To initiate the treatment in co-infected patients, some factors such as combination antiretroviral therapy for HIV infection, the severity of liver disease, probability of various reactions, and potential adverse events should be taken into account.57 When treatment is necessary for both HBV and HIV infections, HAART is needed for HIV. Using standard therapy for HIV, it is the main treatment strategy in co-infection whereas two effective agents should be selected against HBV infection. Because antiviral resistance is a probability in treatment, choosing active agents seems complicated, that is the choices for treatment of HBV infection are limited by resistance to HIV therapy. The first aim of therapy is to decrease the amount of HBV DNA to an undetectable level; so using less potent agents is not an option. The most potent agent such as tenofovir plus lamivudine or tenofovir plus emtricitabine is recommended as the best choice (Figure 1). [55][56]In a study performed by GERMIVIC Study Group, Piroth et al. reported that lamivudine monotherapy was a very common and a first-line treatment. Other treatment methods included in their study were tenofovir along with lamivudine or emtricitabine, and tenofovir alone.[60] One of the important implications in the treatment of HBV-HIV co-infection was that the dosages of different medications being applied should be adjusted to HBV condition.
Fig. 1

Medications used for treatment of chronic hepatitis B virus (HBV). The arrow refers to medication to use when treatment of both HBV and HIV is considred.[59]

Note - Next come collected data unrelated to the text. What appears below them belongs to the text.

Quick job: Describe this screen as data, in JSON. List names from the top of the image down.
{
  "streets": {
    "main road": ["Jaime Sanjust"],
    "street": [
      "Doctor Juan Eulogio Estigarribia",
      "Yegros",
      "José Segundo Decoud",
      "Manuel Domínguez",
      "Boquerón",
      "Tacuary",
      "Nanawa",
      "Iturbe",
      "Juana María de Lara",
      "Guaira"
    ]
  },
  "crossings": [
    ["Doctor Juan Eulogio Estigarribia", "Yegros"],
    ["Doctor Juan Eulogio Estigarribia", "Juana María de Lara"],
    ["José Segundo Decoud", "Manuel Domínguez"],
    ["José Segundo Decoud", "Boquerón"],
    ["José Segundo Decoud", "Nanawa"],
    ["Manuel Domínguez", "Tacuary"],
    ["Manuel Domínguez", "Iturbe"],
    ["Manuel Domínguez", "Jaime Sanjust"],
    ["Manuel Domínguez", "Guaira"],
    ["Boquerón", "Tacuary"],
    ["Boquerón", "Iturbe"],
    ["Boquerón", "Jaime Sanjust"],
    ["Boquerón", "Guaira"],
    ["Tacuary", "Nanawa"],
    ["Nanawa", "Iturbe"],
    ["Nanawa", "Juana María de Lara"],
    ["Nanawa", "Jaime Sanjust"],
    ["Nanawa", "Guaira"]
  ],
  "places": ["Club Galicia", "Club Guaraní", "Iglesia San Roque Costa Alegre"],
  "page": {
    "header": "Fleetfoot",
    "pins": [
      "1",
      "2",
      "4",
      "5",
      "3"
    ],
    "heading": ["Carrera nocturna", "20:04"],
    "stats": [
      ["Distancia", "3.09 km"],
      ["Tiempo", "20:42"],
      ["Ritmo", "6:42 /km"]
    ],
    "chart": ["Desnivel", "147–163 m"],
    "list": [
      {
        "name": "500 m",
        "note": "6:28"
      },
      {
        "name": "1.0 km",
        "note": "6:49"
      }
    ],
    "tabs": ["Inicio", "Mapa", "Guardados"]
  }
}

Medications used for treatment of chronic hepatitis B virus (HBV). The arrow refers to medication to use when treatment of both HBV and HIV is considred.[59]

Conclusion

According to the data acquired from different sources and authorities, it is comprehended that HBV/HIV co-infection rate might grow if appropriate controlling mechanisms are not considered. Epidemiological investigations are needed to be performed, so that atypical transmission routes and high risk locations and environment would be identified. Researches in behavior are also necessary in case of further understanding of failures and not effective treatments. Moreover, observation systems seem necessary to monitor infection patterns to target high prevalence regions. To define upper limit of HBV DNA level, clinical studies are needed to be performed for the onset of treatment in both liver disease and co-infection. Finally, recent research showed expanded access to proper treatment methods that can help to reduce the morbidity and mortality rate in HIV-or HBV- infections and also in co-infections, mostly by lowering the viral load among individuals and communities.